Begin at the first line of the data and copy each line through the one containing "const ctx = document.querySelector('canvas').getContext('2d');", that line included, with no pictures.

Saved data entries:
Segment Open
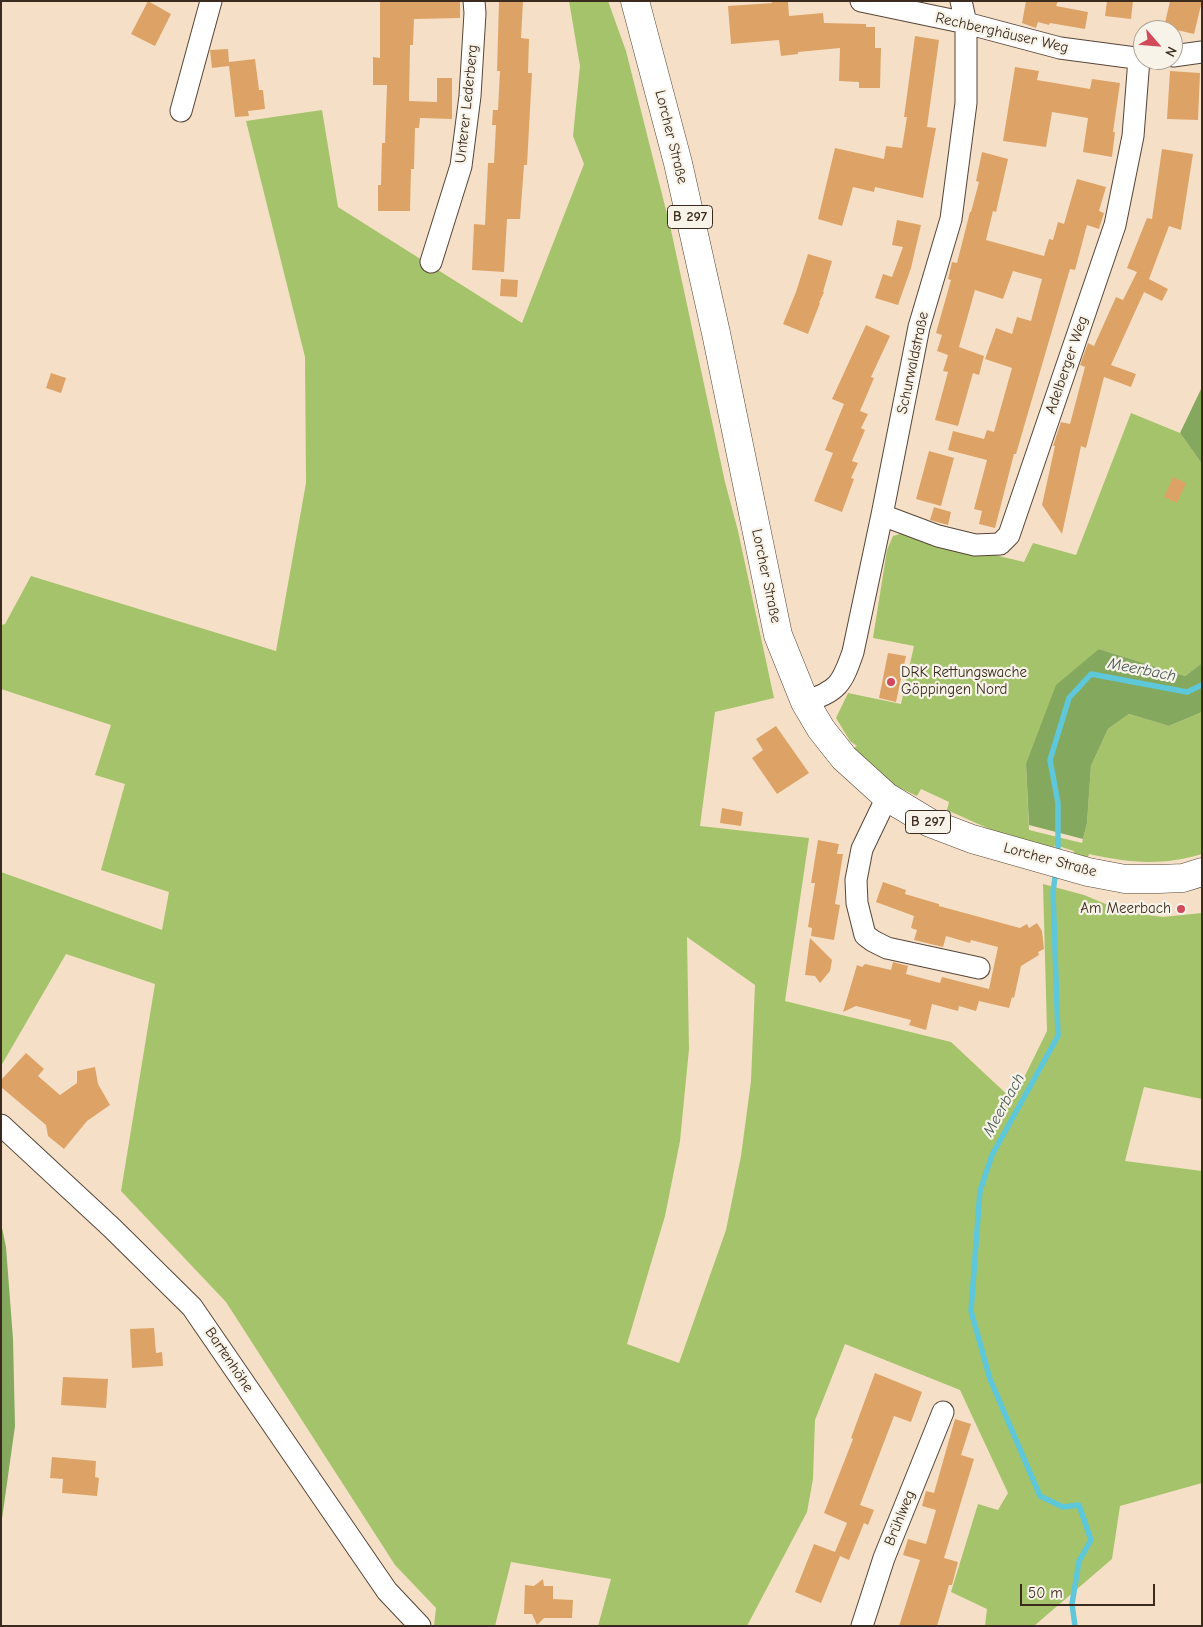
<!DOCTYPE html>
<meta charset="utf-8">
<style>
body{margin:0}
#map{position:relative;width:1203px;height:1627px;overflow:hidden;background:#f5e0c7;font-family:"Comic Neue",sans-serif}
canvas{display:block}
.frame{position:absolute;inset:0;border:2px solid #3b2a1e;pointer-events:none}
.north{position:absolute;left:1133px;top:20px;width:50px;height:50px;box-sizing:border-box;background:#f7f3e8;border:1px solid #aca397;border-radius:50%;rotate:117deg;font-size:14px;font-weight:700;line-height:20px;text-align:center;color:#3b2a1e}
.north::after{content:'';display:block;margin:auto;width:18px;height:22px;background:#d1495b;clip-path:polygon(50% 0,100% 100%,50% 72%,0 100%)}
.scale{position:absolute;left:1020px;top:1584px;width:135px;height:22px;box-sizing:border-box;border:2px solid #3b2a1e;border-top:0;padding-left:6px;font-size:15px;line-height:18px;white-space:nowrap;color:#3b2a1e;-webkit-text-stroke:4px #f7f3e8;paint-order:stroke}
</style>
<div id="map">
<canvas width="1203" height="1627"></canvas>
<div class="frame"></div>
<div class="north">N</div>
<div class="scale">50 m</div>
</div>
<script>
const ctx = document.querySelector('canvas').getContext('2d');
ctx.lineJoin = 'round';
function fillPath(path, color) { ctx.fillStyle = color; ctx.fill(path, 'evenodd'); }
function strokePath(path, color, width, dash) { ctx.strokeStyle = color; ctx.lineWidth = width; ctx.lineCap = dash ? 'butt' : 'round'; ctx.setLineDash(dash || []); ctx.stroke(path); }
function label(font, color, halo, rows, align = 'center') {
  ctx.font = font + ' "Comic Neue",sans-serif'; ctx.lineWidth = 4.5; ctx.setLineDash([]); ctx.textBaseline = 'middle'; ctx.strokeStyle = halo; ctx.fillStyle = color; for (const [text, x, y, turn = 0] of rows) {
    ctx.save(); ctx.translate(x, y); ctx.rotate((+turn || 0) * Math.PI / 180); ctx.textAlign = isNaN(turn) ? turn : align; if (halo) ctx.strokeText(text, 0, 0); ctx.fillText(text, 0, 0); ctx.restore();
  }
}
fillPath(new Path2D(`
 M 569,1 L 608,1 L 626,51 L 671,230 L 725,482 L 738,531 L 774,698 L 715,712 L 700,826 L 809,838 L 785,1001 L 951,1042 L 1013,1100 L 1047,1031 L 1043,884 L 1084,895 L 1125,912 L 1163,917 L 1202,913 L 1202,1099 L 1144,1087 L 1125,1161 L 1202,1171 L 1202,1483 L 1120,1506 L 1112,1559 L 1034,1626 L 985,1626 L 987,1609 L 951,1592 L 978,1504 L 998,1510 L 1008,1493 L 960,1390 L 845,1344 L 815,1420 L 813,1479 L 807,1512 L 747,1626 L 598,1626 L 611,1579 L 511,1562 L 495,1626 L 434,1626 L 436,1608 L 395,1565 L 226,1302 L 121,1191 L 155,984 L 66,954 L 1,1066 L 1,872 L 162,930 L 169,892 L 101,870 L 125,784 L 95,775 L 111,725 L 1,689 L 1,625 L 5,624 L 31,576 L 276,651 L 306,483 L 305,357 L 246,121 L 322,110 L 338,207 L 522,323 L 584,164 L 573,136 L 580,66 ZM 687,937 L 755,985 L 751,1081 L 741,1156 L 726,1230 L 679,1363 L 627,1344 L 665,1216 L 680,1141 L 689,1049 Z
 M 1131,413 L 1180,433 L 1202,464 L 1202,663 L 1185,676 L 1099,649 L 1026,764 L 1029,830 L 1082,843 L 1087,823 L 1091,766 L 1108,729 L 1129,714 L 1169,726 L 1202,712 L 1202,854 C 1162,866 1129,863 1089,854 L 1087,860 L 1072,858 L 1074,851 L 1055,845 L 1052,852 L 996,832 L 947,810 L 949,802 L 921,789 L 917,796 L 883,780 L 852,749 L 857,746 L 850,741 L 836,718 L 848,693 L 901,704 L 914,646 L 873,638 L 887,550 L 893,536 L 903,533 L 1024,562 L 1033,543 L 1076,555 Z`), '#a5c36a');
fillPath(new Path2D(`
 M 1202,387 L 1202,464 L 1180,433 Z
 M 1099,649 L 1185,676 L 1202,663 L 1202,712 L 1169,726 L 1129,714 L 1108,729 L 1091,766 L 1087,823 L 1083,839 L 1029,825 L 1026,764 L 1056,685 Z
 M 1,1223 L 6,1247 L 13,1339 L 15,1426 L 1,1526 Z`), '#84a95e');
strokePath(new Path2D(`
 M 1058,856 L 1058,803 L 1050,760 L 1069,698 L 1091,674 L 1187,692 L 1202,685
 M 1056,870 L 1053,892 L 1058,1036 L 992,1155 L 980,1191 L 971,1311 L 990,1379 L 1040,1496 L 1063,1507 L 1079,1505 L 1091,1540 L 1079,1561 L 1072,1604 L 1075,1626`), '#5ec7da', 5.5);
fillPath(new Path2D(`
 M 148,1 L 171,14 L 155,46 L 131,34 Z
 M 380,1 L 460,1 L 460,18 L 414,19 L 413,45 L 410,45 L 409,101 L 437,102 L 437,78 L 452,78 L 452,119 L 420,118 L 419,128 L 415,128 L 414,169 L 411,169 L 410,211 L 378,211 L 378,185 L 381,185 L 382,143 L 385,143 L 387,85 L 373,85 L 373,57 L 380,58 Z
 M 499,1 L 523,1 L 521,38 L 529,39 L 528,73 L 532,73 L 527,165 L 524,165 L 520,219 L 507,219 L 504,272 L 472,270 L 474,224 L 485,225 L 488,163 L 494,163 L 496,125 L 492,125 L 493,110 L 498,110 L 499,90 L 500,71 L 497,71 Z
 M 772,1 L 788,1 L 789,16 L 823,13 L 824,23 L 866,24 L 866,27 L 875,27 L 875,48 L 881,48 L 880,88 L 859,88 L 859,82 L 839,81 L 840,48 L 798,52 L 798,54 L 781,56 L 779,40 L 731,44 L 728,6 L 772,3 Z
 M 1026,1 L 1058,1 L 1056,6 L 1088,12 L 1085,29 L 1050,23 L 1049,25 L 1038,22 L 1036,28 L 1022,23 Z
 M 1107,1 L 1133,1 L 1131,19 L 1105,16 Z
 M 1170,1 L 1202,1 L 1194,34 L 1164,27 Z
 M 915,36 L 939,40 L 927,127 L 936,128 L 923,198 L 875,187 L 874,192 L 853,187 L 842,226 L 818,219 L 835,148 L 884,159 L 886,146 L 902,148 L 907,117 L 904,117 Z
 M 228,49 L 229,62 L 255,59 L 259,90 L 263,90 L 265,109 L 248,111 L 249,116 L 235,117 L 229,66 L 212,68 L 210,50 Z
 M 1015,67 L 1039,71 L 1037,80 L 1090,89 L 1092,79 L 1120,83 L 1113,132 L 1115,132 L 1112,157 L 1083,152 L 1088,118 L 1052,112 L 1046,147 L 1003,141 Z
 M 1170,71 L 1200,73 L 1198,120 L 1167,119 Z
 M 1162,149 L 1193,154 L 1181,230 L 1169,226 L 1149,279 L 1168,289 L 1162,301 L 1144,292 L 1111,365 L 1136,374 L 1131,387 L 1104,377 L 1086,448 L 1081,446 L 1062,534 L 1042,505 L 1055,446 L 1053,446 L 1061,422 L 1070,424 L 1085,367 L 1080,365 L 1088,343 L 1094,346 L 1116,297 L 1123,300 L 1137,272 L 1127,268 L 1147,218 L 1152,219 Z
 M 982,152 L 1008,159 L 996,212 L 993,211 L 986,240 L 1044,256 L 1049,239 L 1053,240 L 1058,222 L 1064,224 L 1077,179 L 1106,187 L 1099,211 L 1104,213 L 1099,229 L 1087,225 L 1075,270 L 1070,269 L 1016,454 L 1014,454 L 995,528 L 979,524 L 982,511 L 974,509 L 987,460 L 948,450 L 953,431 L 984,439 L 987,430 L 994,432 L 1012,368 L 985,359 L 996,328 L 1012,334 L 1017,317 L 1031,321 L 1042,279 L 1013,271 L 1003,299 L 975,290 L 959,347 L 984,356 L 979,375 L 973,373 L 958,426 L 935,420 L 948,372 L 943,371 L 948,355 L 937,351 L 942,335 L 936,333 L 951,280 L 948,279 L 952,262 L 957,263 L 970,212 L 971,212 L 979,182 L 976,181 Z
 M 897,220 L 921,225 L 911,268 L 898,305 L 875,298 L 883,274 L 892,277 L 903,247 L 892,245 Z
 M 808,254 L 832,261 L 823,292 L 824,292 L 819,303 L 820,303 L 808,334 L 783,324 L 796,292 Z
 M 501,279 L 518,280 L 517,297 L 500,296 Z
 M 866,325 L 890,336 L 871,377 L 874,378 L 860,411 L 868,414 L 861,428 L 865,430 L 852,461 L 858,463 L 851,478 L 854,479 L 842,512 L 814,501 L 833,453 L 825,450 L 844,404 L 832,399 Z
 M 51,373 L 66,378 L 61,393 L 46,388 Z
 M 929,451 L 954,458 L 941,506 L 916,499 Z
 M 1173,477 L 1186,483 L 1177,503 L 1164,497 Z
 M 934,507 L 951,512 L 948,525 L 930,520 Z
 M 888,653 L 906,656 L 896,702 L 879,698 Z
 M 776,726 L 809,773 L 777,794 L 752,758 L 763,750 L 756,739 Z
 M 722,808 L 743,812 L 741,826 L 720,823 Z
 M 818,840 L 839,844 L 837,854 L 843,854 L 835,904 L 840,905 L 834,940 L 811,936 L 812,928 L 808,927 L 815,883 L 811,883 Z
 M 883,882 L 906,890 L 905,894 L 939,904 L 939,906 L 1020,928 L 1027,924 L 1029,928 L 1037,923 L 1042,931 L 1044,949 L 1038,952 L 1039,955 L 1021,966 L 1014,998 L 1012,997 L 1009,1008 L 979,1001 L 976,1011 L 959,1006 L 958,1011 L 932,1004 L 926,1030 L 909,1025 L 911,1020 L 856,1006 L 843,1012 L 857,965 L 862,967 L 865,964 L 891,970 L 893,962 L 908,966 L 906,974 L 940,983 L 942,977 L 989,989 L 998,947 L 971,940 L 970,943 L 946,936 L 943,947 L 914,940 L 917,930 L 911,928 L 914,916 L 876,902 Z
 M 810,938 L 832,960 L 830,971 L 820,983 L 815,976 L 805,975 Z
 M 26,1053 L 44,1069 L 38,1076 L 60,1095 L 77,1083 L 77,1071 L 95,1067 L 98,1084 L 110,1105 L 87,1121 L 64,1149 L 48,1136 L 46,1125 L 1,1087 L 1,1080 Z
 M 154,1328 L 156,1353 L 162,1352 L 163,1366 L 132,1368 L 130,1329 Z
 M 875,1373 L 922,1392 L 911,1422 L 894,1416 L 860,1505 L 874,1510 L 868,1525 L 864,1523 L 849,1560 L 840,1556 L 821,1603 L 795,1592 L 814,1544 L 835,1552 L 847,1523 L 824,1513 L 853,1439 L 851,1438 Z
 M 63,1377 L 108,1379 L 106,1408 L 61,1405 Z
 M 955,1419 L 971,1424 L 961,1455 L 974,1459 L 944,1558 L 958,1562 L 952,1585 L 949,1585 L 937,1626 L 899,1626 L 920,1560 L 903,1555 L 908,1539 L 926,1544 L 936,1510 L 922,1506 L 926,1491 L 934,1493 Z
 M 52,1457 L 96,1461 L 95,1477 L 99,1478 L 97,1496 L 62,1493 L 63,1479 L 50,1478 Z
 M 543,1579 L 544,1586 L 553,1586 L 553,1599 L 573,1600 L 572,1618 L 544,1618 L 537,1625 L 532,1614 L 524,1614 L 525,1585 L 534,1586 Z`), '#dda366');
const street = new Path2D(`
 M 861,1 L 966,23 L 1060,48 L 1143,59
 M 1173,56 L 1202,52
 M 181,111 L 211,1
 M 431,262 L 461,166 L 470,96 L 475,13 L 474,1
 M 882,515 L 938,536 L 975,545 L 1000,544 L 1009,535 L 1115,225 L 1133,136 L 1139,59
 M 805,702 C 838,691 842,684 853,652 L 882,515 L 919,327 L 951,219 L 966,103 L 966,23 L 961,1
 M 887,797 L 862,849 L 856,880 L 857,903 L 865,935 L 873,941 L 887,948 L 979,968
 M 1,1125 L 112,1228 L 192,1307 L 387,1591 L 420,1626
 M 862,1626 L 884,1558 L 943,1412`);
const primary = new Path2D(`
 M 635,1 L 678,163 L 716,333 L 778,635 L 805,702 L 821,729 L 844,758 L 887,797 L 930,823 L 972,839 L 1088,872 L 1125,879 L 1159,879 L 1183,878 L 1202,872`);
strokePath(street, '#574537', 23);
strokePath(primary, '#574537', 29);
strokePath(street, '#fff', 21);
strokePath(primary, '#fff', 28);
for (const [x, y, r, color] of [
 [891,682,5,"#d1495b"],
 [1181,909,5,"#d1495b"]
]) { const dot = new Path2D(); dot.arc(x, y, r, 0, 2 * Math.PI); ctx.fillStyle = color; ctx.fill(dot); strokePath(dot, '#f7f3e8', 2); }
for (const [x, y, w] of [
 [690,217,45],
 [928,822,45]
]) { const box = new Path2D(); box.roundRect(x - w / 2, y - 11.5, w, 23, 4); ctx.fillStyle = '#f7f3e8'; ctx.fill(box); strokePath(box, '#3b2a1e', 1); }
label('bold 14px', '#3b2a1e', null, [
 ["B 297",690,217],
 ["B 297",928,822]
]);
label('15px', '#3b2a1e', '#f7f3e8', [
 ["Rechberghäuser Weg",1002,33,13],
 ["Unterer Lederberg",467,104,-84],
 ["Lorcher Straße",671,137,76],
 ["Schurwaldstraße",913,363,-78],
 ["Adelberger Weg",1067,365,-71],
 ["Lorcher Straße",766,576,78],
 ["Lorcher Straße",1050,860,15],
 ["Bartenhöhe",229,1360,56],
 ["Brühlweg",900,1518,-68]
]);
label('15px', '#3b2a1e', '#f7f3e8', [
 ["DRK Rettungswache",901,673],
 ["Göppingen Nord",901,690],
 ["Am Meerbach",1171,909,"right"]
], 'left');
label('italic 16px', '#465956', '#f7f3e8', [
 ["Meerbach",1142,670,11],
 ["Meerbach",1004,1105,-61]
]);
</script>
Segment Closed
_THE ANSWER_:
<!DOCTYPE html>
<meta charset="utf-8">
<style>
body{margin:0}
#map{position:relative;width:1203px;height:1627px;overflow:hidden;background:#f5e0c7;font-family:"Comic Neue",sans-serif}
canvas{display:block}
.frame{position:absolute;inset:0;border:2px solid #3b2a1e;pointer-events:none}
.north{position:absolute;left:1133px;top:20px;width:50px;height:50px;box-sizing:border-box;background:#f7f3e8;border:1px solid #aca397;border-radius:50%;rotate:117deg;font-size:14px;font-weight:700;line-height:20px;text-align:center;color:#3b2a1e}
.north::after{content:'';display:block;margin:auto;width:18px;height:22px;background:#d1495b;clip-path:polygon(50% 0,100% 100%,50% 72%,0 100%)}
.scale{position:absolute;left:1020px;top:1584px;width:135px;height:22px;box-sizing:border-box;border:2px solid #3b2a1e;border-top:0;padding-left:6px;font-size:15px;line-height:18px;white-space:nowrap;color:#3b2a1e;-webkit-text-stroke:4px #f7f3e8;paint-order:stroke}
</style>
<div id="map">
<canvas width="1203" height="1627"></canvas>
<div class="frame"></div>
<div class="north">N</div>
<div class="scale">50 m</div>
</div>
<script>
const ctx = document.querySelector('canvas').getContext('2d');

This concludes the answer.